As Austin has learned having written the book on Boots, there is no shortage of people in Williamsport who have stories to share about Boots. During the short time we visited the Third Base Tavern we met several such residents.

Continuing the baseball theme, we stop next stopped at Doubleday Hill, named after Abner Doubleday, the Union general who famously did not invent baseball (but did fire the first shot by the Union Army at Fort Sumter, South Carolina). During the Civil War, General Doublday commanded an artillery battery in Williamsport on a hill overlooking the Potomac River.

Doubleday Hill, Williamsport, Maryland

Doubleday Hill, Williamsport, Maryland

It is on that same hill, in Riverview Cemetery, that Boots is interred. Boots died in Williamsport on September 1, 1999.

The Final Resting Place of Cletus Elwood “Boots” Poffenberger

The Final Resting Place of Cletus Elwood “Boots” Poffenberger

As noted on his grave marker, Boots served in the Marines during World War II where, according to Austin, Boots spent much of the time entertaining the troops by playing baseball for the company team. Weeds covered a good portion of Boots’s plaque when we arrived, so it took a few minutes to find Boots. Austin made sure the headstone was cleared before we left.

Author Austin Gisriel Next to Boots Poffenberger's Grave Marker, Riverview Cemetery

Author Austin Gisriel Next to Boots Poffenberger’s Grave Marker, Riverview Cemetery

The last stop on our Boots Tour took us eight miles north of Williamsport to Hagerstown, Maryland. Boots’s played many games in Hagerstown at Municipal Stadium, including his last game as a professional ballplayer in 1948, when he as a member of the Class B Interstate League  Hagerstown Owls.

Municipal Stadium, Left/Center Field Wall Facing South Cannon Avenue, Hagerstown, Maryland

Municipal Stadium sign, Left/Center Field Wall Facing South Cannon Avenue, Hagerstown, Maryland

Municipal Stadium is one of the oldest minor league ballparks still in use in the United States and currently is the home field of the South Atlantic League Hagerstowns Suns, an affiliate of the Washington Nationals.
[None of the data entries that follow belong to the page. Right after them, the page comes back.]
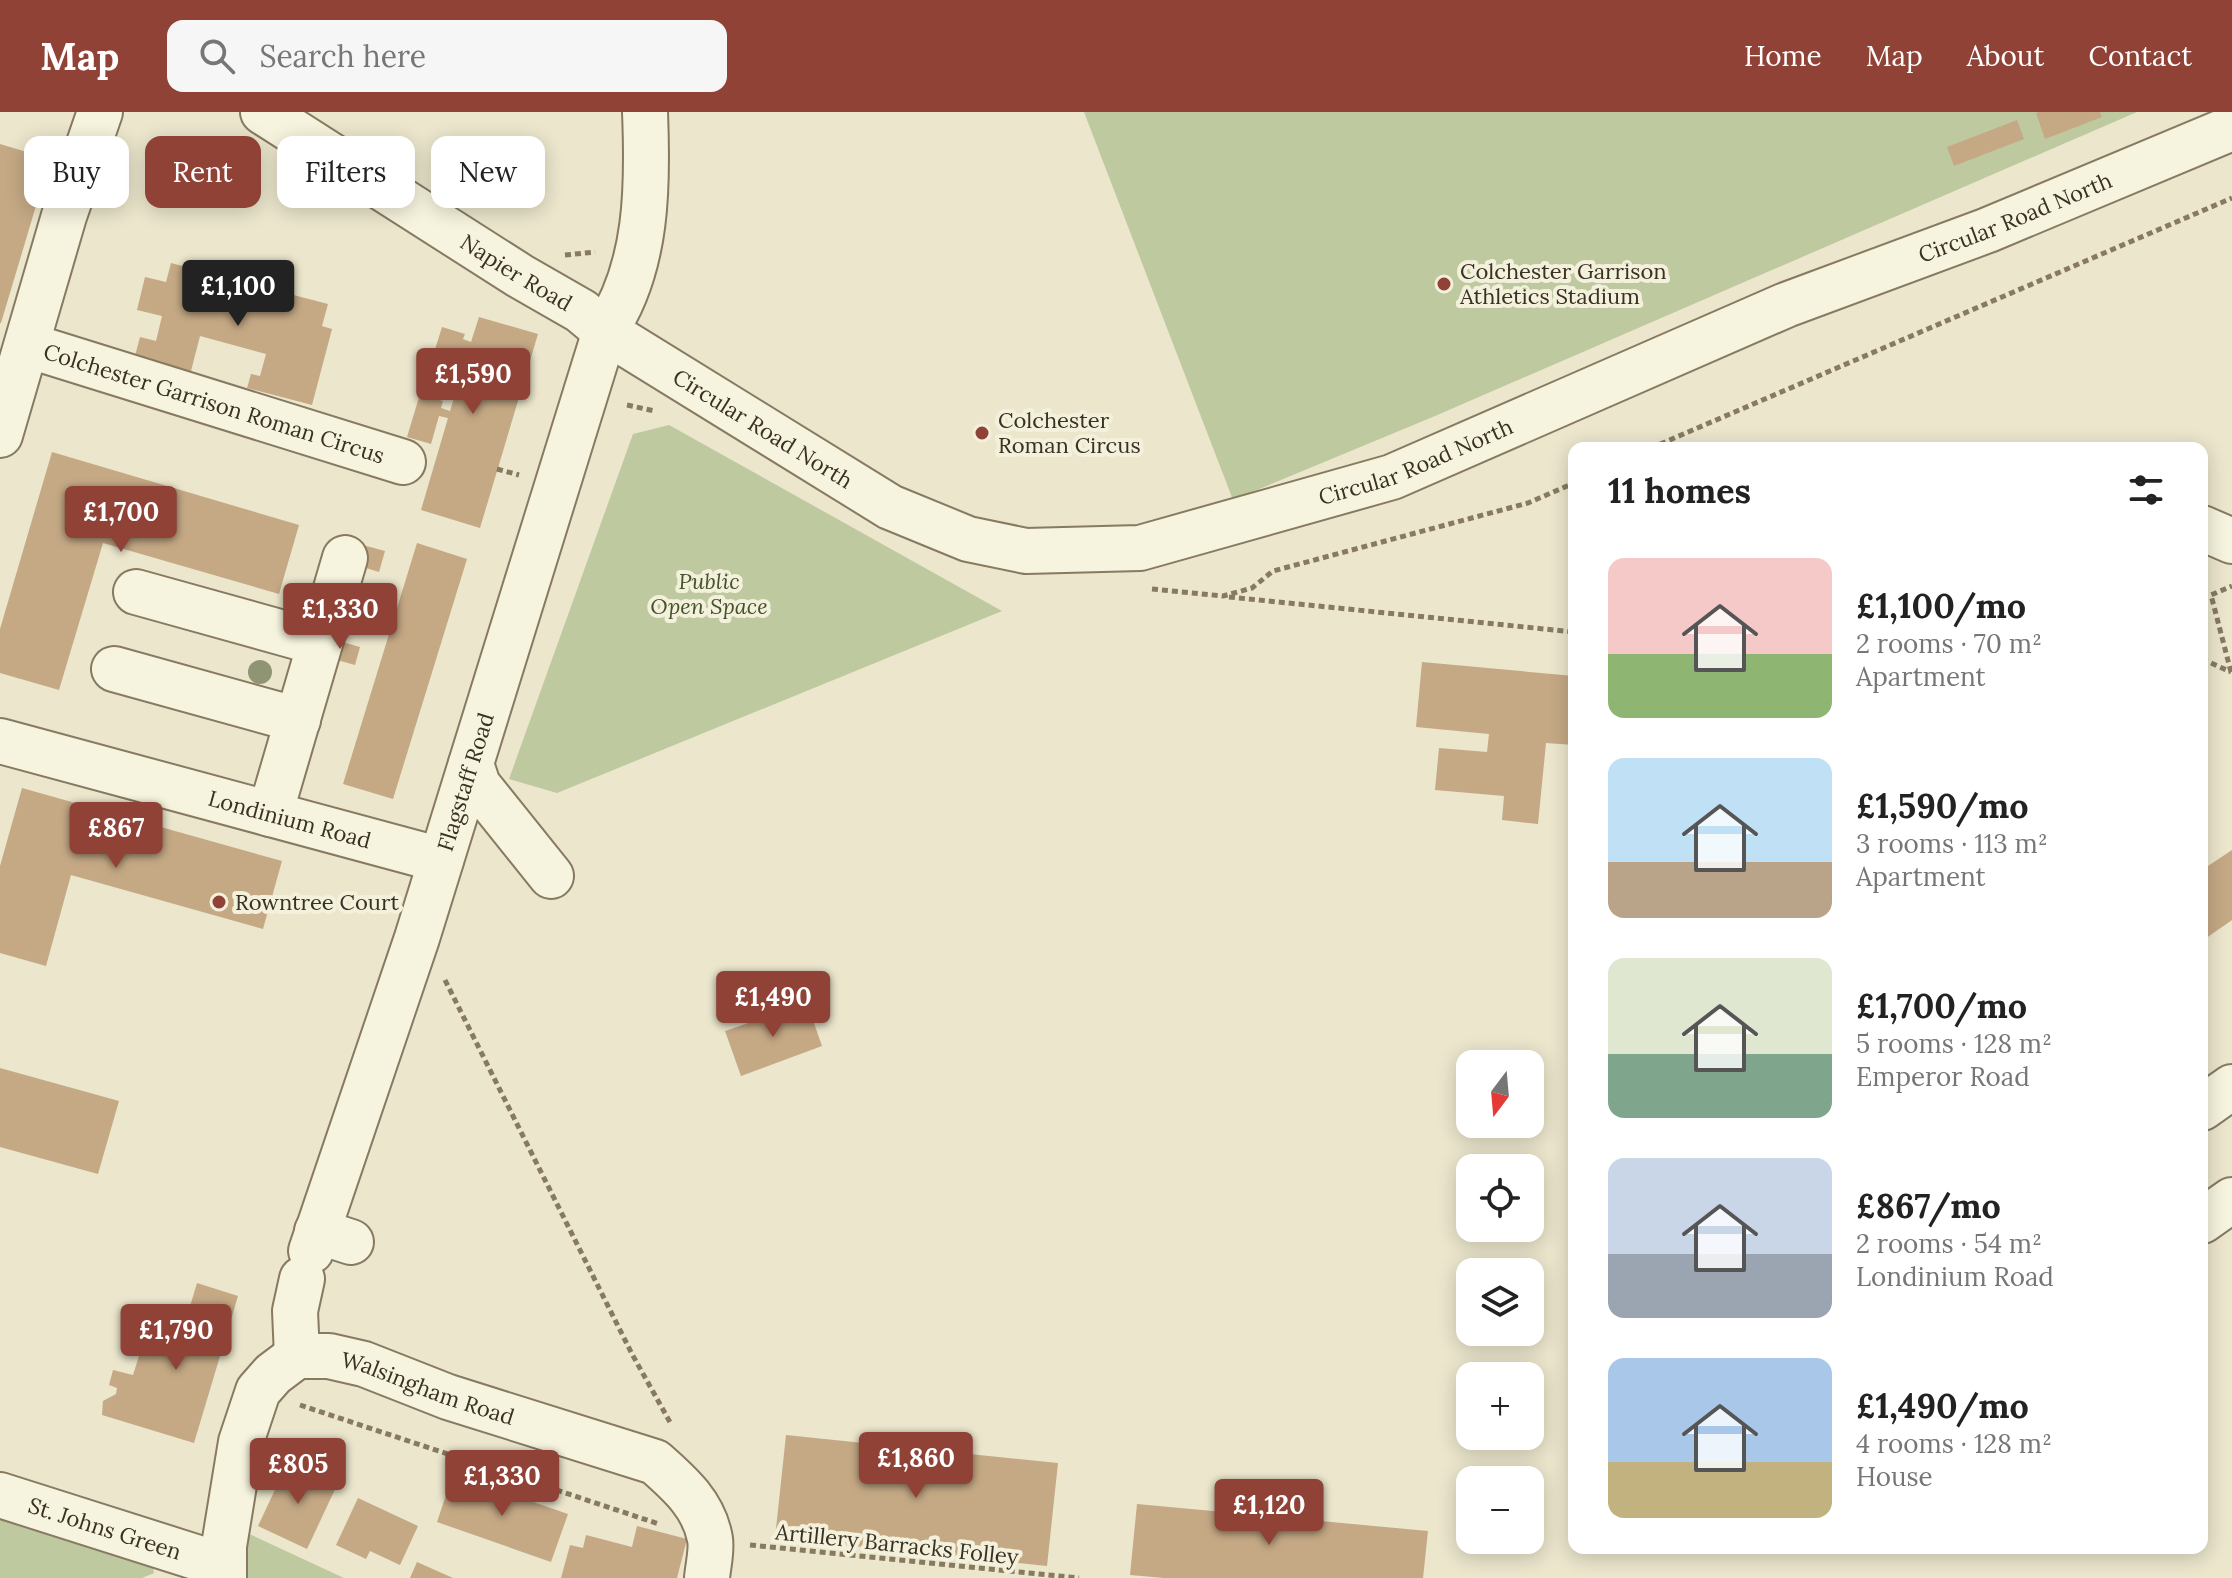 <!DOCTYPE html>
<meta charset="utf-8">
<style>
:root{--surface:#fff;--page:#f6f6f6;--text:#222;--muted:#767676;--accent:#904237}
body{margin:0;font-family:Lora,serif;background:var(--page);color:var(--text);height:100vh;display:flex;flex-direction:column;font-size:30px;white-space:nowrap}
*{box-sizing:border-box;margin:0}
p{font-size:26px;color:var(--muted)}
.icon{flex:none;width:44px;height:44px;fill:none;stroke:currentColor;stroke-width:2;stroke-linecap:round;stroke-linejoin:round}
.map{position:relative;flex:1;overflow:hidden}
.side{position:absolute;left:1568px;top:330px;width:640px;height:1112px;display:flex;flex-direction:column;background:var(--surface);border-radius:16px;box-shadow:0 4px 20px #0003}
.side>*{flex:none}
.top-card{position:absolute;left:24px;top:24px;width:760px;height:72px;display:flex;gap:16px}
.needle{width:52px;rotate:196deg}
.tools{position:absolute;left:1456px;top:938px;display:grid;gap:16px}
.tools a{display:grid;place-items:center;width:88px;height:88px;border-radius:16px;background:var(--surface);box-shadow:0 4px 20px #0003;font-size:40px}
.price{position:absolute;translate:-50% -68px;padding:0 18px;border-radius:8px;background:var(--accent);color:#fff;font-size:26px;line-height:52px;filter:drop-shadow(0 2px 4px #0008)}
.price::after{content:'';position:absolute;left:50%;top:48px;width:24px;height:18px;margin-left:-12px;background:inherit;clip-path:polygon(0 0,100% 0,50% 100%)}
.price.on{background:#222;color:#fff}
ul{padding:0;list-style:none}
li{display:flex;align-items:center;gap:24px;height:200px;padding:0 40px}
li span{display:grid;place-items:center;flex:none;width:224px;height:160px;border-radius:16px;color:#555}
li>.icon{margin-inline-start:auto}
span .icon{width:96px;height:96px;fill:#fffc;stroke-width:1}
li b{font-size:34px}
h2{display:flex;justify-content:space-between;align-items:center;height:96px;padding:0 40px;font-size:34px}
.pill{padding:0 28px;border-radius:16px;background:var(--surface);box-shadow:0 4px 20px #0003;font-size:28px;line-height:72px}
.pill.on{background:var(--accent);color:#fff}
header{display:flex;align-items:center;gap:48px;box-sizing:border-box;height:112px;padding:0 40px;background:var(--accent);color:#fff}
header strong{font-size:38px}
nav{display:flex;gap:44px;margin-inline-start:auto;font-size:28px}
.search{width:560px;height:72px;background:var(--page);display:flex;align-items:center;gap:20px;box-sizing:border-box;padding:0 28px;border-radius:16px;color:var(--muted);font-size:30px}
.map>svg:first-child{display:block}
.green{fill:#bec9a0}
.building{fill:#c5a985}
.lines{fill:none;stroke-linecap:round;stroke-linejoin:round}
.minor-casing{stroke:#877a61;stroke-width:48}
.path{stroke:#877a61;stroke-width:5;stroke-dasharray:6 4;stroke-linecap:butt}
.minor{stroke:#f6f3de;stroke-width:44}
.tree{fill:#8f9573}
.poi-dot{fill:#904237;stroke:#f3f0db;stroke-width:3}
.labels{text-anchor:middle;stroke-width:8;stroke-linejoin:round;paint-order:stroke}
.street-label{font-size:22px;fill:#393123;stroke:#f3f0db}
.poi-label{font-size:22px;fill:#393123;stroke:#f3f0db;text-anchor:start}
.park-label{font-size:22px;font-style:italic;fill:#44532b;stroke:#f3f0db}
</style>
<header>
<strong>Map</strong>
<div class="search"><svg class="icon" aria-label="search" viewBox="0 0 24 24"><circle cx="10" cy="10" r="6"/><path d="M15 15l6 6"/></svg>Search here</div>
<nav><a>Home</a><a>Map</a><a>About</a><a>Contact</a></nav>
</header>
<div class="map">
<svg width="2232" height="1466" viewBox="0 0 2232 1466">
<rect width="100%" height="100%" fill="#ebe6cc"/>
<g class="green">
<polygon points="1084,0 2137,0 1435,304 1233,388"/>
<polygon points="669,313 1002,499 557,681 509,667 633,322"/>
<polygon points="0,1393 150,1439 154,1461 142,1466 0,1466"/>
<polygon points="245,1420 344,1466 247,1466"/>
</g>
<g class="building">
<polygon points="2039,0 2100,0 2102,5 2045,27 2036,1"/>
<polygon points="2017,8 2024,27 1954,54 1947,35"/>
<polygon points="0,32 50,47 1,211 0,211"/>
<polygon points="171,151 328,192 322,214 332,217 312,293 247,276 251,262 260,264 266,242 200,224 191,259 135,244 140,225 156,229 162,204 137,198 145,165 166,170"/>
<polygon points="479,205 538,222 480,416 421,398 448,306 439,304 431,332 407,325 420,282 443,289 441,296 450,299 468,241 458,239 450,266 428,260 442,215 465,222 463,227 471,230"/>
<polygon points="52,340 299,413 279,482 103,431 59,578 0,561 0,517"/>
<polygon points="417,431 467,447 393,687 343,672"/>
<polygon points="359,432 385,439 379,460 353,452"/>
<polygon points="325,525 360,535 355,553 319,543"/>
<polygon points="1422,550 1574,564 1574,633 1546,631 1538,712 1502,708 1504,684 1435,678 1439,636 1487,640 1489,622 1416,615"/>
<polygon points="22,676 282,749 263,817 71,763 46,854 0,841 0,754"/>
<polygon points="2232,738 2232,808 2202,829 2202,758"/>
<polygon points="807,891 822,934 741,964 725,919"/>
<polygon points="0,956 119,989 98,1062 0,1035"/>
<polygon points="197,1171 238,1184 194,1331 102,1303 103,1289 116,1282 117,1276 109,1273 113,1258 133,1263 143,1231 176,1241"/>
<polygon points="786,1323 1058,1351 1047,1454 775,1426"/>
<polygon points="288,1350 337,1373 307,1437 258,1414"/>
<polygon points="453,1362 568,1402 551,1450 437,1410"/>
<polygon points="358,1386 418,1414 400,1453 370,1439 366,1447 336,1433"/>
<polygon points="1137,1392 1428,1419 1423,1466 1164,1466 1130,1463"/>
<polygon points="637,1414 687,1427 677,1466 561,1466 570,1433 583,1436 586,1423 632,1435"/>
<polygon points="417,1450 453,1466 410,1466"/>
</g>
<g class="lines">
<g class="minor-casing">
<g id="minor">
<path id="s1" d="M263,0l257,164 61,35 24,20 285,176 78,32 58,12 114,-3 252,-71 394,-172 202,-75 244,-102"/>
<path id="s2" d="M27,233l376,117"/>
<polyline points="0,323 64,104 100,0"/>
<polyline points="2202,416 2232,429"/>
<polyline points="136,480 319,531"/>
<polyline points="114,557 298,608"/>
<path id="s3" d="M0,629l441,119"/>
<polyline points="471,652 478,673 551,764"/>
<polyline points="270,702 345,446"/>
<polyline points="2202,996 2232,975"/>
<polyline points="2202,1109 2232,1088"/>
<polyline points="317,1119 351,1130"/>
<path id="s4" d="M311,1139l106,-313 188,-607c43,-64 43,-145 40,-219"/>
<path id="s5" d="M297,1244h32l35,8 84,33 207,65c25,22 49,43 55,77 2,12 -2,27 -3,39"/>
<polyline points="297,1244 295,1199 302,1167"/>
<path id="s6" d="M0,1383l211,67"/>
<polyline points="224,1466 224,1434 241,1330 258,1279 273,1262 297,1244"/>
</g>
</g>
<g class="path">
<polyline points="565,143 595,140"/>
<polyline points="627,293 655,299"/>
<polyline points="1651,336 2232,86"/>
<polyline points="497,357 519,363"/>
<polyline points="1152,477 1223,484 1252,476 1273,459 1528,391 1574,371"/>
<polyline points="1229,485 1574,520"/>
<polyline points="2202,547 2231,560"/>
<polyline points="2231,560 2211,483 2232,474"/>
<polyline points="445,868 632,1242 671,1312"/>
<polyline points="300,1293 659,1412"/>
<polyline points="750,1433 1079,1466"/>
</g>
<use href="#minor" class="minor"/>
</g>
<circle class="tree" cx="260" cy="560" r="12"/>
<g class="poi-dot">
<circle cx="1444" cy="172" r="8"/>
<circle cx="982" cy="321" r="8"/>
<circle cx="219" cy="790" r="8"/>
</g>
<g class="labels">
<g class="street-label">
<text dy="8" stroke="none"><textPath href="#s1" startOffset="1936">Circular Road North</textPath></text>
<text dy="8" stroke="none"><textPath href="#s1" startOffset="300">Napier Road</textPath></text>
<text dy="8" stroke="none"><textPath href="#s2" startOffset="196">Colchester Garrison Roman Circus</textPath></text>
<text dy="8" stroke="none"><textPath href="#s1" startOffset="592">Circular Road North</textPath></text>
<text dy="8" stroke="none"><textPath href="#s1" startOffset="1288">Circular Road North</textPath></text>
<text dy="8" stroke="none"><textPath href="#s4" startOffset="494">Flagstaff Road</textPath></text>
<text dy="8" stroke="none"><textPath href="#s3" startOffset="300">Londinium Road</textPath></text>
<text dy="8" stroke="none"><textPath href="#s5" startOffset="136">Walsingham Road</textPath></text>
<text dy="8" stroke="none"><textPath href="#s6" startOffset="110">St. Johns Green</textPath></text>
<text transform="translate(897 1432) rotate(6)" y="8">Artillery Barracks Folley</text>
</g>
<g class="poi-label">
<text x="1460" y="167">Colchester Garrison<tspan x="1460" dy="25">Athletics Stadium</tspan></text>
<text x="998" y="316">Colchester<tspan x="998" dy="25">Roman Circus</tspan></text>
<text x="235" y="798">Rowntree Court</text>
</g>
<g class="park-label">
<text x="709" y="477">Public<tspan x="709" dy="25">Open Space</tspan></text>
</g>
</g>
</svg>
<div class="tools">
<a><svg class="needle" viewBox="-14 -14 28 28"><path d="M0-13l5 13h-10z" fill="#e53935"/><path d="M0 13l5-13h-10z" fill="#767676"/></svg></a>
<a><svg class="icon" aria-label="locate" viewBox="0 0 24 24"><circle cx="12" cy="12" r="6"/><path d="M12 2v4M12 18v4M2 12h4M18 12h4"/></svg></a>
<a><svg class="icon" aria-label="layers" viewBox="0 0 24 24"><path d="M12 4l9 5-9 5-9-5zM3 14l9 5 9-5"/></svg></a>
<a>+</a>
<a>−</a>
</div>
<b class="price on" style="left:238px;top:216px">£1,100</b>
<b class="price" style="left:473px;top:304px">£1,590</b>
<b class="price" style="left:121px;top:442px">£1,700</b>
<b class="price" style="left:340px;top:539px">£1,330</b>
<b class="price" style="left:116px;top:758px">£867</b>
<b class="price" style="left:773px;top:927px">£1,490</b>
<b class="price" style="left:176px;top:1260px">£1,790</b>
<b class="price" style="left:916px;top:1388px">£1,860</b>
<b class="price" style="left:298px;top:1394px">£805</b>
<b class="price" style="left:502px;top:1406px">£1,330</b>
<b class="price" style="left:1269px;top:1435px">£1,120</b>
<div class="top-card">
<a class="pill">Buy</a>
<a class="pill on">Rent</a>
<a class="pill">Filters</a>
<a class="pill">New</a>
</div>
<section class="side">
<h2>11 homes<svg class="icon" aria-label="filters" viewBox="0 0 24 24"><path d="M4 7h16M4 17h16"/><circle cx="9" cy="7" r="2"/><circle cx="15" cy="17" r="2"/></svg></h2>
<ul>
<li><span style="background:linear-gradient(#f6c9c9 60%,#8fb573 0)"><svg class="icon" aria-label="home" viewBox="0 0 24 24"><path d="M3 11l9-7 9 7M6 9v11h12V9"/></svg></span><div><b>£1,100/mo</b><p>2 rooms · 70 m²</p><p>Apartment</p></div></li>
<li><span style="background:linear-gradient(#bfe0f5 65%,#b9a48a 0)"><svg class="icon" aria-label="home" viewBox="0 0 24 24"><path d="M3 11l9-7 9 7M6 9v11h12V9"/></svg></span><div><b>£1,590/mo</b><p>3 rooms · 113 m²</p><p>Apartment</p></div></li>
<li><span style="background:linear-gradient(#dfe7d0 60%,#7fa58c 0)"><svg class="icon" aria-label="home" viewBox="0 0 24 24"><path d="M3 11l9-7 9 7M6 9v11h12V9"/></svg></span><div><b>£1,700/mo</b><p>5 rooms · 128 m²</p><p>Emperor Road</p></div></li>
<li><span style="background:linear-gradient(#c9d6e8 60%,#9aa5b1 0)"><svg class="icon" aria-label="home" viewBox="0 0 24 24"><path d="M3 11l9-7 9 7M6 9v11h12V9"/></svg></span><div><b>£867/mo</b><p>2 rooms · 54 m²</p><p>Londinium Road</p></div></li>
<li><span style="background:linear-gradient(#a9c7e8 65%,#c2b280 0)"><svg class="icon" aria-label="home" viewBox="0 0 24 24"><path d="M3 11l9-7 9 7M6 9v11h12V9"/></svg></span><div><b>£1,490/mo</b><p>4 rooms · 128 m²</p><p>House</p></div></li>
</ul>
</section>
</div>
Out beyond Municipal Stadium’s center field fence  is the Stadium Grill and Tavern located at 401 South Cannon Avenue.

View of Municipal Stadium through Center Field Gates Near Parking Lot to Stadium Grill and Tavern, Hagerstown, Maryland

View of Municipal Stadium through Center Field Gates Near Parking Lot to Stadium Grill and Tavern, Hagerstown, Maryland

Although Boots played many games at Municipal Stadium, Austin could not say definitively whether Boots ever frequented the Stadium Grill and Tavern.

Stadium Grill and Tavern, With Municipal Stadium in Background, Hagerstown, Maryland

Stadium Grill and Tavern, With Municipal Stadium in Background, Hagerstown, Maryland

It seems a safe bet, however, that Boots would have stopped by the establishment from time to time given the bar’s proximity to the ballpark (the current incarnation of the Stadium Grill and Tavern dates back some 50 plus years). The exact history of the building housing the Stadium Grill and Tavern, and its use during Boots’s last few years of professional ball, is another story for another day.

The Stadium Grill and Tavern Is Casual, But with Limits, No Backward Hats!

The Stadium Grill and Tavern Is Casual, But with Limits, No Backward Hats!

Even though we could not prove a direct link between Boots and the Stadium Grill and Tavern, we nonetheless stopped there for lunch.

Interior of Stadium Grill and Tavern, Hagerstown, Maryland

Interior of Stadium Grill and Tavern, Hagerstown, Maryland

With a view from our booth of the last ballpark where Boots played professionally, it seemed a fitting place to end our Boots Tour.

A Room With A View of Hagerstown Municpal Stadium From the Stadium Grill and Tavern

A Room With A View of Hagerstown Municpal Stadium From the Stadium Grill and Tavern

If you haven’t read Austin’s book yet, do yourself a favor and pick up a copy. And if you find yourself anywhere near Williamsport, Maryland, and are interested in a tour, I am almost certain Austin would be willing to show you around.

One Response to 'Walking In Williamsport on the Trail of Boots Poffenberger'

  1. Avatar Austin says:

    Very nice, David, and thanks for the plug. I’d be happy to serve as tour guide to anyone who wants one!